In moves at once logical and felicitous, ones that still surprises him, he has ended up talking about ‘risk’ – among other topics – at various conference and workshops; and writing about it in various publications, and also now as one of the subjects to be covered in his own blog. And with two illustrious co-authors, he is one of the trinity of authors of that seminal work, Managing Risk in Play Provision: implementation guide. This risk stuff has propelled him to various parts of the UK, USA and Europe to speak about the inevitability of risk, the benefits of risk-taking, and the urgent need to counter risk averseness and a ‘play it safe’ culture. ‘Play’ and ‘safe’, it should be noted, being terms that tussle with each other in the risk debates.
Other areas of interest and activity include ‘regeneration’ and ‘public realm’. There is a worry with that term ‘regeneration’. It sometimes appears a little too pleased with itself, too convinced of its potential salving graces; guilty sometimes – often? – of conjuring false prospects for too many of its beneficiary-victims.
About the public realm: Bernard is shackled firmly to the ideal of creating a shared, democratic public realm where, in particular, children and teenagers are a legitimate and welcome presence.
‘Children and teenagers being seen and heard in shared public spaces is a hallmark of a society at ease with itself’.
One lucky break led him, some years ago, to be commissioned to initiate a series of engagements and encounters directed towards creating Portsmouth’s Cultural Strategy, which he also wrote. Following that, once more sweet felicity took his hand and rewarded his love of Portsmouth’s seascape – a working sea – by being commissioned to initiate work on that City’s seafront strategy.
Bernard is also Director of PLAYLINK, a multi-disciplinary practice focused on securing children and teenagers’ freedom to play in variety of settings, with, as may be expected, a particular interest in the communal (e.g. social housing) and wider public realm.
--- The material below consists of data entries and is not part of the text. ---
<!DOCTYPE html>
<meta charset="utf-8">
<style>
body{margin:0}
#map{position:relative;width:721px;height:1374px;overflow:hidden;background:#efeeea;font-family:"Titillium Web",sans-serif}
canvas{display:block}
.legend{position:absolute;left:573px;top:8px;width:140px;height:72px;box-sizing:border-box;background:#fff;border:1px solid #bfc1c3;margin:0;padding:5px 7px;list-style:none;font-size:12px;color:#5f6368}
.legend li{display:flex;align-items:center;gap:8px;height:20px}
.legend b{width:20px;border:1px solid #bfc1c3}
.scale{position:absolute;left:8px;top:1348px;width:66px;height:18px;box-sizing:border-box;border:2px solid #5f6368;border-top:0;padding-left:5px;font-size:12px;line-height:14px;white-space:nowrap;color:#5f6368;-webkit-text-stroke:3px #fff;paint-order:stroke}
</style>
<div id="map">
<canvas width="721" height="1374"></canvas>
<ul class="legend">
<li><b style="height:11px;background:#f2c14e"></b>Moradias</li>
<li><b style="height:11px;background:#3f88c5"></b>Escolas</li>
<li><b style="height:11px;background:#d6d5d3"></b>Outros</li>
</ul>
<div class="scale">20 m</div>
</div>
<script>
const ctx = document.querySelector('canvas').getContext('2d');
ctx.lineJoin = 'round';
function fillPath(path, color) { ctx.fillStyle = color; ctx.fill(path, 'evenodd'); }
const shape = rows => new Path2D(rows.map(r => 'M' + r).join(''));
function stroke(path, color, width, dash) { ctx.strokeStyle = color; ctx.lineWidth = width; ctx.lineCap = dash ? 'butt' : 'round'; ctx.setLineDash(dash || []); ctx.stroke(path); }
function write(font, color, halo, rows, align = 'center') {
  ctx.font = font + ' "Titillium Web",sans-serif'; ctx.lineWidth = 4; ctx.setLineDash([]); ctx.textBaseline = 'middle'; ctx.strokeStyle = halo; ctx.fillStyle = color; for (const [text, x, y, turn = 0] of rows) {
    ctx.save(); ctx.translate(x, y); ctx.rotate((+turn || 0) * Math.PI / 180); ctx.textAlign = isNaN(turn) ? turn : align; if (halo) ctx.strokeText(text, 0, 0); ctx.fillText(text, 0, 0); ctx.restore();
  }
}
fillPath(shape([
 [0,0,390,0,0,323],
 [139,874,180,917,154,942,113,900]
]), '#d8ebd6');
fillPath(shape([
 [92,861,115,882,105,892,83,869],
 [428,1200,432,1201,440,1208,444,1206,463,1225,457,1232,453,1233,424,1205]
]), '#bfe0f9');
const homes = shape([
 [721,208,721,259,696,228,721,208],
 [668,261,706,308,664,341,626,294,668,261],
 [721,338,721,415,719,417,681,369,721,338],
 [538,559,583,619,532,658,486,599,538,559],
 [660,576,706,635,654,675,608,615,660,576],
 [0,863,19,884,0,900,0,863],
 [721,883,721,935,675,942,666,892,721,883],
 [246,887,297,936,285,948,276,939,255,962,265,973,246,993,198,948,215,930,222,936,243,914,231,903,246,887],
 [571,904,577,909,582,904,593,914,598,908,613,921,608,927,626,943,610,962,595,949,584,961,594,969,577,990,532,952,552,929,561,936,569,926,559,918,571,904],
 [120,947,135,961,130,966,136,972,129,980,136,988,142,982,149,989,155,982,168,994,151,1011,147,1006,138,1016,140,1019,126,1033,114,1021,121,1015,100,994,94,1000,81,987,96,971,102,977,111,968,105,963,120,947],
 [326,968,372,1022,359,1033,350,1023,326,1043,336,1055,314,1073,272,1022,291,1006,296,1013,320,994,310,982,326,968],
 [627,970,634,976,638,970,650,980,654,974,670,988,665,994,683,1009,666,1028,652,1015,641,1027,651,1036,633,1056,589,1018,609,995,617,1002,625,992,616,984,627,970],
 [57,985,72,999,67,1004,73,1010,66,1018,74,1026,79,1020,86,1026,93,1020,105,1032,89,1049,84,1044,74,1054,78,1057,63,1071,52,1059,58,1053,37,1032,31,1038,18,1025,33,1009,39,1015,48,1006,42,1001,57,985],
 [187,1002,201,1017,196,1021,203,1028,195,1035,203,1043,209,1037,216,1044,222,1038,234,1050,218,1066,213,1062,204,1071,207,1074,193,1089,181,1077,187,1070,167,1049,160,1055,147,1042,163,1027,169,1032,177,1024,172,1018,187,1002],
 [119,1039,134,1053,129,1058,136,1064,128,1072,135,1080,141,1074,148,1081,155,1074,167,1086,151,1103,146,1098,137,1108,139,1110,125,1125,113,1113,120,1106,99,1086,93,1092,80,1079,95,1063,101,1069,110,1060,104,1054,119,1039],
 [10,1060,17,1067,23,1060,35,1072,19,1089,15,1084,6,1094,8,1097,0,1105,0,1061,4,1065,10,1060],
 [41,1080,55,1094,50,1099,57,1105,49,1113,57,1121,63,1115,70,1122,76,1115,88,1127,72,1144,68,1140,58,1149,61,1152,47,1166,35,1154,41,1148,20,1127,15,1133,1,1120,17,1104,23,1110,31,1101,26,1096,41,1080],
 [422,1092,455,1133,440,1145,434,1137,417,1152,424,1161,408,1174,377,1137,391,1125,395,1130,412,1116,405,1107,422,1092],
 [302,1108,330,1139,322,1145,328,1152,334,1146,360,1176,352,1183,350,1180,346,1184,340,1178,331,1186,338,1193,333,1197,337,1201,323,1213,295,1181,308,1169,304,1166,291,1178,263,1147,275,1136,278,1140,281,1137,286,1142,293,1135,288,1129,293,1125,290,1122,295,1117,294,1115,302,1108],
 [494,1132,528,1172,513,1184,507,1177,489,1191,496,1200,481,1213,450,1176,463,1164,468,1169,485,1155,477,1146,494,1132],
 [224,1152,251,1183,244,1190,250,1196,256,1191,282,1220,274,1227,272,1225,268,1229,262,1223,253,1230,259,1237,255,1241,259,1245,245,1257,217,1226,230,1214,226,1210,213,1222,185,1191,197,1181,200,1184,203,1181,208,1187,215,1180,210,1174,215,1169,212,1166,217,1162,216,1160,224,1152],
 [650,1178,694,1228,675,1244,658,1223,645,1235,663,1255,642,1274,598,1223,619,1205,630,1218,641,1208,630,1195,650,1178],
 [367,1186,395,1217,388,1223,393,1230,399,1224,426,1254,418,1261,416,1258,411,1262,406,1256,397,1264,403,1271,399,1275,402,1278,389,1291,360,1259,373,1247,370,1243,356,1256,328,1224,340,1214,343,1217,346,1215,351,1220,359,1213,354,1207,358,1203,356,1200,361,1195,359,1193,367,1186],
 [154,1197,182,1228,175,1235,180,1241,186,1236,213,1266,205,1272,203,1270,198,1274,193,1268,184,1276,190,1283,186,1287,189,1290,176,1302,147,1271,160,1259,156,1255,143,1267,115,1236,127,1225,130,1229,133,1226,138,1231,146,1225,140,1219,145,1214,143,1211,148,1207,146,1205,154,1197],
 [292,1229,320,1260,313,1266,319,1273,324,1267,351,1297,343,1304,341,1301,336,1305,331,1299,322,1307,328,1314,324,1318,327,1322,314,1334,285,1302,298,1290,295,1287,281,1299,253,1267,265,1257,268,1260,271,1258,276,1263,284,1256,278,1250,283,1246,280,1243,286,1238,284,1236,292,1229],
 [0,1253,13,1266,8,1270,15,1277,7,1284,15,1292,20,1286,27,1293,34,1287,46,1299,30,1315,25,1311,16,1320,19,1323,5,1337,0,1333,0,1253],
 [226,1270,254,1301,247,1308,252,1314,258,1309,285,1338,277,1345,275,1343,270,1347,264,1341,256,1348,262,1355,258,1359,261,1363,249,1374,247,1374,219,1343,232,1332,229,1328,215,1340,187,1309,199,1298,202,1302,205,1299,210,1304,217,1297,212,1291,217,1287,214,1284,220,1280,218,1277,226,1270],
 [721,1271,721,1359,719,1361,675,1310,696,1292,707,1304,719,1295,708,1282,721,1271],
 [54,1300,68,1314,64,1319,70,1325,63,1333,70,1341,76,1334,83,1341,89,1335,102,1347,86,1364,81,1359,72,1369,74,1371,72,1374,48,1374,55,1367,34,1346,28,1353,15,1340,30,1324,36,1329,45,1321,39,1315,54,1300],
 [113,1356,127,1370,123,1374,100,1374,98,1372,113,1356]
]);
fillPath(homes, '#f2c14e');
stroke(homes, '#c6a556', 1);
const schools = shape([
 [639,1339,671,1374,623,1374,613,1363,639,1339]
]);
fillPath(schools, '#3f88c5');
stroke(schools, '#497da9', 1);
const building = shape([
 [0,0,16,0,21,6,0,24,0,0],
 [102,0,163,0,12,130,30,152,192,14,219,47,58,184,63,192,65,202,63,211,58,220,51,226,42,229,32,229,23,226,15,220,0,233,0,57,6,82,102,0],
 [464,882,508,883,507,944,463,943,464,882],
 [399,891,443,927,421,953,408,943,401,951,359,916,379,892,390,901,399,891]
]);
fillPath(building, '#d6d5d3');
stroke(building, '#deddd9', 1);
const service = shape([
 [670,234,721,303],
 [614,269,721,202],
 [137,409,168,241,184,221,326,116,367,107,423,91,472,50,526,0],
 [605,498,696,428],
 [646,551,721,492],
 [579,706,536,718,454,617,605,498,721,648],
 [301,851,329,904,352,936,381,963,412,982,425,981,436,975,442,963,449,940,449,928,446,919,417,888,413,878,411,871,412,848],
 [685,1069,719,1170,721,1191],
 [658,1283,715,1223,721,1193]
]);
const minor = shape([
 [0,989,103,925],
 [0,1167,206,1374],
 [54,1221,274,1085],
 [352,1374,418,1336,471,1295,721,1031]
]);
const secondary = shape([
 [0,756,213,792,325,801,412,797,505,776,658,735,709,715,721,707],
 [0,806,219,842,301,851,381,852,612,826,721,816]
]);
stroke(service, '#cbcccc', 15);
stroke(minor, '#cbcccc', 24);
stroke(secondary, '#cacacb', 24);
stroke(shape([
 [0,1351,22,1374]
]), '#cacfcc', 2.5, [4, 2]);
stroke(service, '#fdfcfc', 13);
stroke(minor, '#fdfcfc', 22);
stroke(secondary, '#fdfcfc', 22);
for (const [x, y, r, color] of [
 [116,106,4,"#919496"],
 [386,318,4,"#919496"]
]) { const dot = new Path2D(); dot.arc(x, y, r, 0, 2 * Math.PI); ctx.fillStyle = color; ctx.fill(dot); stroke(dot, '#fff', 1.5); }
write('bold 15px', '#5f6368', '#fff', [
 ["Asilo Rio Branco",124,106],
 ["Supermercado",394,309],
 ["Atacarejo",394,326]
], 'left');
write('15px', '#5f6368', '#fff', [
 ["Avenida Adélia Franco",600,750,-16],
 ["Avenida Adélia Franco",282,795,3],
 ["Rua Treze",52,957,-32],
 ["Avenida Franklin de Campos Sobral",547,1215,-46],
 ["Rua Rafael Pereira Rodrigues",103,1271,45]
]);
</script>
If he had to say why he believes play is so significant, both for the individual and for wider society, it would be that he values play as an initiation into, and embodiment of, the idea and practice of freedom. Thus, for him, promoting play – free play – is a moral and political stance. He is, therefore, ultimately immune to the need for ‘evidence’ to convince him of its value.
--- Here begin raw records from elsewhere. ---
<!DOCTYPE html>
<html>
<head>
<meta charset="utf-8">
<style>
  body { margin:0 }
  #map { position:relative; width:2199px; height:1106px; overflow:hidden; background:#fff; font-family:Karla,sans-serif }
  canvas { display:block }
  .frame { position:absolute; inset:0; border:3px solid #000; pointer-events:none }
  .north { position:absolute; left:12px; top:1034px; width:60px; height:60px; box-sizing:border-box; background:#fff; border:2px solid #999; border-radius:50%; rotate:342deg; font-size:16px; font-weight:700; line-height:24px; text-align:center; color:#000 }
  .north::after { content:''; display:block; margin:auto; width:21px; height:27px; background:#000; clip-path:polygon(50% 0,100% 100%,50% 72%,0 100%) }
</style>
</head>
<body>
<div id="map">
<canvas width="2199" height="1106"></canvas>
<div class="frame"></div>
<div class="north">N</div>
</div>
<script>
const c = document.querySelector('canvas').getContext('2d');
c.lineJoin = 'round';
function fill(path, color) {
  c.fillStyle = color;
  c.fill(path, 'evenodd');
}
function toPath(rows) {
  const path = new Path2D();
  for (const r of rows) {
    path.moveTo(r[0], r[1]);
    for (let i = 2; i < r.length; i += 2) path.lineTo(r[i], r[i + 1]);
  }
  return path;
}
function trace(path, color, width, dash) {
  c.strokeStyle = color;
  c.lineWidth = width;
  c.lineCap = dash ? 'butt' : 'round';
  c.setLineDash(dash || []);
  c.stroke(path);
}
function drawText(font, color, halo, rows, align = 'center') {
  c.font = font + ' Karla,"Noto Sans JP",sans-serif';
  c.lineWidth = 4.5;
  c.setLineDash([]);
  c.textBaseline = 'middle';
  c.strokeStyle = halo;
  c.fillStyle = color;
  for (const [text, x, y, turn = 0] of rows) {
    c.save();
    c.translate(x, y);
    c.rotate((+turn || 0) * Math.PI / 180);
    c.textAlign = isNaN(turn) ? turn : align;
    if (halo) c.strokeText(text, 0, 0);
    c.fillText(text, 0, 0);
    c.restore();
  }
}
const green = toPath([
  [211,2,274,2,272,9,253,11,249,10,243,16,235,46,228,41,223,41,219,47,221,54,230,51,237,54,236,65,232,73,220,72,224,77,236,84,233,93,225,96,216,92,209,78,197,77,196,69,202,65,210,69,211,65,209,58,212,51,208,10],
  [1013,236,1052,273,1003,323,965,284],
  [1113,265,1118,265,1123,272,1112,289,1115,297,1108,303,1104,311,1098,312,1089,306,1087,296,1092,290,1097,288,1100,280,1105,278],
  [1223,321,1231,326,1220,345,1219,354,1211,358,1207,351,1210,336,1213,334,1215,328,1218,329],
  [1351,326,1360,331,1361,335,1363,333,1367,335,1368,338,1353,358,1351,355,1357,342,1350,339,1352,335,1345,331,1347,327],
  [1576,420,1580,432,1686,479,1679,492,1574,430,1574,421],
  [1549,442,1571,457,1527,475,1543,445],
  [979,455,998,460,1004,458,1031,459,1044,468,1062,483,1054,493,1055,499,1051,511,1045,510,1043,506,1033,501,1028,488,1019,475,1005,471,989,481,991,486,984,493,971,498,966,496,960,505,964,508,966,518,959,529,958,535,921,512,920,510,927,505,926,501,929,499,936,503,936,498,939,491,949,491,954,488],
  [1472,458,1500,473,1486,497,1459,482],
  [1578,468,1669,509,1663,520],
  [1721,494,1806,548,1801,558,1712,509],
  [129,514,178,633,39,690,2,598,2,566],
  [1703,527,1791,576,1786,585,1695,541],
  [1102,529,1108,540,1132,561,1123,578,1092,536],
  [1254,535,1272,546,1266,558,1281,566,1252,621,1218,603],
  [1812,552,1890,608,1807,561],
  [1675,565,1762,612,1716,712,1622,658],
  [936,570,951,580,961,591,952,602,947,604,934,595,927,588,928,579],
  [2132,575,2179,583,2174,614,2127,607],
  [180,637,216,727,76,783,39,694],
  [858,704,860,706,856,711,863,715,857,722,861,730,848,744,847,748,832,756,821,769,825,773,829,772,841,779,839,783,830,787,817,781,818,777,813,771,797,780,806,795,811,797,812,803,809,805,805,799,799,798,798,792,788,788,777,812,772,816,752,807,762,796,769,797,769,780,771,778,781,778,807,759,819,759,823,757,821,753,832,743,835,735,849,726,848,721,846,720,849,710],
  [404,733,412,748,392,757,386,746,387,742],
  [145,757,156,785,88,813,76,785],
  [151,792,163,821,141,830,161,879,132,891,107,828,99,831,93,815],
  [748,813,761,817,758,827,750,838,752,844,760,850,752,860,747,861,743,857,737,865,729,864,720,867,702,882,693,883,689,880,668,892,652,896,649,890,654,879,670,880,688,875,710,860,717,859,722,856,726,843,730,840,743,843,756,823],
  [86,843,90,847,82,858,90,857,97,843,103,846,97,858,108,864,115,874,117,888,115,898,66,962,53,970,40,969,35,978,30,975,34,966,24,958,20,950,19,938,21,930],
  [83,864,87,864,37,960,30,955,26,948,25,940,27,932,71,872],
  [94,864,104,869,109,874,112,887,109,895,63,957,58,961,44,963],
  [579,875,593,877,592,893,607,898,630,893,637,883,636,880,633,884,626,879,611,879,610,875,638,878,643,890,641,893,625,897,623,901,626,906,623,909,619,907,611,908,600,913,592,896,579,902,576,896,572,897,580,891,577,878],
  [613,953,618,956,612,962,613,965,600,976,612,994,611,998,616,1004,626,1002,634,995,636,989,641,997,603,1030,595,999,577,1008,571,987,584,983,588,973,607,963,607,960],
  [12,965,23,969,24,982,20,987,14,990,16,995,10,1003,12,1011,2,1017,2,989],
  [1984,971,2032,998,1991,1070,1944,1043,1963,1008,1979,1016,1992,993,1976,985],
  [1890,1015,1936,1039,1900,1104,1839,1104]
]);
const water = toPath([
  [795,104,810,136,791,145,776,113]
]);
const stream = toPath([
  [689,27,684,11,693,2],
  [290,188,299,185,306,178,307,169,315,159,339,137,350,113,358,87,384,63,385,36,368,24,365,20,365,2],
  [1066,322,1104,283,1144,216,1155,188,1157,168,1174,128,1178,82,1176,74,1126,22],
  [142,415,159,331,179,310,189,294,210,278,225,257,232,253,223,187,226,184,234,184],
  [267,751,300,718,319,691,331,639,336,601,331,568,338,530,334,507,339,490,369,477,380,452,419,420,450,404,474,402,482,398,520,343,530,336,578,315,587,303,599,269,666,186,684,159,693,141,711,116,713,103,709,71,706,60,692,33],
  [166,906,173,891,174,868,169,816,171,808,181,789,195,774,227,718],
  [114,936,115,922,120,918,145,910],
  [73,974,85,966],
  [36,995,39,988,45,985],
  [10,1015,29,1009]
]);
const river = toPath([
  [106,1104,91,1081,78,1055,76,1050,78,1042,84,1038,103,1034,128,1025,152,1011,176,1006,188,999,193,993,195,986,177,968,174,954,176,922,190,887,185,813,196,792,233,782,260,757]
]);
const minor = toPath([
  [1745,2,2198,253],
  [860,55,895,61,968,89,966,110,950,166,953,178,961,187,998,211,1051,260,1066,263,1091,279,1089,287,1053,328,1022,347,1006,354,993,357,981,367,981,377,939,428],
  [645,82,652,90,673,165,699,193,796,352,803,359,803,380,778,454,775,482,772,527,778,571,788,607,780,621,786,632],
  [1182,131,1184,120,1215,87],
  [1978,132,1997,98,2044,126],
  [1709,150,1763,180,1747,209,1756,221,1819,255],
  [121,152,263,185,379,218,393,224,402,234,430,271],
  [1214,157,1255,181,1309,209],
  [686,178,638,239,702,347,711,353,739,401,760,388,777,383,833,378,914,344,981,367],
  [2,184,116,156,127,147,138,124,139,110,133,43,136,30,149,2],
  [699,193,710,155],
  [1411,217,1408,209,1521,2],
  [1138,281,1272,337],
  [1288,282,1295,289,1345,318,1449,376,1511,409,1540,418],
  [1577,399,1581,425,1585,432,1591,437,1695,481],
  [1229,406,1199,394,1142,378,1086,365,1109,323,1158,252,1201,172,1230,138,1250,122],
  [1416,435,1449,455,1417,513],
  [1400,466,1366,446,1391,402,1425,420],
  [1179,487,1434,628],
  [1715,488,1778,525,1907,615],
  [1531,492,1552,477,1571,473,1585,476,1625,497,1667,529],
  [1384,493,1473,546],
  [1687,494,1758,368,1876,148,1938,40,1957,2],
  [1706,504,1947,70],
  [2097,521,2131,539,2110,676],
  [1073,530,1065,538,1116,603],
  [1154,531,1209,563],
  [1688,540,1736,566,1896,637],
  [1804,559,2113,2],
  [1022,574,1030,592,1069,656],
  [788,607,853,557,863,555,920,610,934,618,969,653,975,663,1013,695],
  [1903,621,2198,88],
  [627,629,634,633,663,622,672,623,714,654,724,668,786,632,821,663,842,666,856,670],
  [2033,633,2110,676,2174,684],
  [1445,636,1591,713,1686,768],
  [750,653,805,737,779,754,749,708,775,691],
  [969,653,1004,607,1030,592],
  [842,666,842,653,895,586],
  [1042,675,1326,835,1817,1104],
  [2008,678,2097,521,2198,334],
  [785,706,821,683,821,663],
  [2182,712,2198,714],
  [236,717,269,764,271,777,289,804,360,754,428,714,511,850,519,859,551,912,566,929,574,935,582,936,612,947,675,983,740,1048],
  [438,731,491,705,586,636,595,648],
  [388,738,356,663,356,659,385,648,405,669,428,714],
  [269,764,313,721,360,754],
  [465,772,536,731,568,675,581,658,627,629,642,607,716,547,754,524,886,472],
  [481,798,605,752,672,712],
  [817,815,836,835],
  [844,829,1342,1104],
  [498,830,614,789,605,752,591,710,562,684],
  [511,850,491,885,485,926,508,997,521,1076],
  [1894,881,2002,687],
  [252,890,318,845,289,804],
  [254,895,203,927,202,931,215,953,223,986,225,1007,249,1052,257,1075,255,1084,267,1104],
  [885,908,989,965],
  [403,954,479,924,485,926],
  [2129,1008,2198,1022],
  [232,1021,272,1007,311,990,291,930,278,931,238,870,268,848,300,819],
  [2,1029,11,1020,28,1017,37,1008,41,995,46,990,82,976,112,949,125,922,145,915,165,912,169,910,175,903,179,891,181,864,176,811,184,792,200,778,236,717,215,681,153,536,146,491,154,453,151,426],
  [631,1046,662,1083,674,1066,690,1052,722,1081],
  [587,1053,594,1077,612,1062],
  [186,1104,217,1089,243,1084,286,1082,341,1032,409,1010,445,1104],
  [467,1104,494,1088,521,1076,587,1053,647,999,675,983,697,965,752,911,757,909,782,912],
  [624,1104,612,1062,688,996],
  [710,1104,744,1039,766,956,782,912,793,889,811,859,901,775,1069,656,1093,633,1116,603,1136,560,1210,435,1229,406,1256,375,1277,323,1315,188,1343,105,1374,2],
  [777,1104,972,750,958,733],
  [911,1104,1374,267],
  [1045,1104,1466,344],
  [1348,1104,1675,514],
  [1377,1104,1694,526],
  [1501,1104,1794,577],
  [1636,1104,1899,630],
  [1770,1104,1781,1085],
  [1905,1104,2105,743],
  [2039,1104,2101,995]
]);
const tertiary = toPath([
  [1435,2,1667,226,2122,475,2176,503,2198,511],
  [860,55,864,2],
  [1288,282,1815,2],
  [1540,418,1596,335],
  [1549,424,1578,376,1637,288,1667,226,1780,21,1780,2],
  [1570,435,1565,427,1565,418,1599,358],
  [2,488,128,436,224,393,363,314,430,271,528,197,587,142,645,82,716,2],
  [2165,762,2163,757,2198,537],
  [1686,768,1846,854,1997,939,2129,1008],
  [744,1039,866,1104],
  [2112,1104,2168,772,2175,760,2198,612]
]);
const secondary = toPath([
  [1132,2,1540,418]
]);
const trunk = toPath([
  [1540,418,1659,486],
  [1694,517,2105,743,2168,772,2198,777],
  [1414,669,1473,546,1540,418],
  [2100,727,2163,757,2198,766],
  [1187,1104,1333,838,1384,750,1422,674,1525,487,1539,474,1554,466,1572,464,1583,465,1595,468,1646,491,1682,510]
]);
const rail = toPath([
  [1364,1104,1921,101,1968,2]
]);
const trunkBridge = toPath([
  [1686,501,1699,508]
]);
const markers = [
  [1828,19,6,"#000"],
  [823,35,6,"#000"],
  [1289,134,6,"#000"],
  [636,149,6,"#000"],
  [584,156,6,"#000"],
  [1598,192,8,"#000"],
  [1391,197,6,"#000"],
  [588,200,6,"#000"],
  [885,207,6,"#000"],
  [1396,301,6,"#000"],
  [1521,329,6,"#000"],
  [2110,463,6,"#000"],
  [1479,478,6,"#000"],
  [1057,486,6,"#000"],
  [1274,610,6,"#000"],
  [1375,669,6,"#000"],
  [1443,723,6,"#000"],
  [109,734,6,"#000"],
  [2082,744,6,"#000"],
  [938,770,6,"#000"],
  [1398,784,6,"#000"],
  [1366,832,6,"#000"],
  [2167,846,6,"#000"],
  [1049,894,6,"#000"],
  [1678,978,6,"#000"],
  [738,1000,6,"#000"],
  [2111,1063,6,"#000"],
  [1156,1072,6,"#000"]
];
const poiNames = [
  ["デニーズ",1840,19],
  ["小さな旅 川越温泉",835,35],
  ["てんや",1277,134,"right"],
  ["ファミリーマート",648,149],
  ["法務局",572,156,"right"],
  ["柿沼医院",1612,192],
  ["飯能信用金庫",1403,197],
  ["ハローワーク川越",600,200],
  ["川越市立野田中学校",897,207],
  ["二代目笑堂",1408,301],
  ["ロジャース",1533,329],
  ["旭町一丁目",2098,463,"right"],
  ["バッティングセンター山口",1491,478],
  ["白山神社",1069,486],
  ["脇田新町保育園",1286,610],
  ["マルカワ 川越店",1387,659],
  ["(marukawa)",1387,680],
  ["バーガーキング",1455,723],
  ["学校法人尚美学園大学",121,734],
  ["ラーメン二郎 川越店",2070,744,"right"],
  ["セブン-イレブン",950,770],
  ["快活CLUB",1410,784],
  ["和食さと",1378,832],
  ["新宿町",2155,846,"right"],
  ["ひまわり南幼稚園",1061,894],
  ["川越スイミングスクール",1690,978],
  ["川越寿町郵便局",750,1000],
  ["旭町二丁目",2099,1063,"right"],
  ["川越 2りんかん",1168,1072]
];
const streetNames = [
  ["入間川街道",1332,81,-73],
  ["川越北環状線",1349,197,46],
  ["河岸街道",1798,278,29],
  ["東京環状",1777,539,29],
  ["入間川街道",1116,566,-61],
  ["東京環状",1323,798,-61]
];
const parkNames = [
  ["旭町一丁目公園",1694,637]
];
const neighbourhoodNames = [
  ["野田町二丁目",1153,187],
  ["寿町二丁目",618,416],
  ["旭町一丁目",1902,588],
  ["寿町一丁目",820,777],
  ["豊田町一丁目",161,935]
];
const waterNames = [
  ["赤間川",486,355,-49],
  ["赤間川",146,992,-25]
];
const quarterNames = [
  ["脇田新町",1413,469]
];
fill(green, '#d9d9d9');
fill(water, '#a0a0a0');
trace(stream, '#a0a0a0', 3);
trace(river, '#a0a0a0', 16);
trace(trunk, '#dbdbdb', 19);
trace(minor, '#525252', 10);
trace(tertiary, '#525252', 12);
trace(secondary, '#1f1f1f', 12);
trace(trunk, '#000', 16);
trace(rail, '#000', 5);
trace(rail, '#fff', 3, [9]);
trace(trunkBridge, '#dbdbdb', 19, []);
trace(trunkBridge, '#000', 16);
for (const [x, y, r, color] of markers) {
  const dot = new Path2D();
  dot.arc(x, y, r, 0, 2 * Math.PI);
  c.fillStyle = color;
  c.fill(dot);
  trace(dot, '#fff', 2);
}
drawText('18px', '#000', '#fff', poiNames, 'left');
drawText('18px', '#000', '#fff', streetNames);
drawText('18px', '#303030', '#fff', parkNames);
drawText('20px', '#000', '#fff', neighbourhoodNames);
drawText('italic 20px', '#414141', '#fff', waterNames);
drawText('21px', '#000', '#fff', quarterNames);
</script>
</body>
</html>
PLAYLINK fulfils advisory, consultancy and advocacy roles to a range of clients that include A2Dominion, Forestry Commission, Islington Play Association, National Trust, Arup, schools, nurseries and numerous local authorities. It was part of the winning bid to design the post-Olympic Games, South Park, where it fulfilled an advisory role to James Corner Field Operations.
PLAYLINK also translates thought directly into action on the ground – saying what we mean, and meaning what we say – by in addition to its consultancy role, deploying play friendly, non-risk averse Landscape Architects Associates who design outdoor ‘playable’ places. This it does across the UK.
PLAYLINK likes to think it has ‘backbone’: it does not simply succumb to individual and institutional anxieties, but seeks to counter them by persuasion and demonstration. In many regards – but not all – it has been fortunate in its clients. They are the ones that face forward, rather than expending excessive energy on watching their own backs.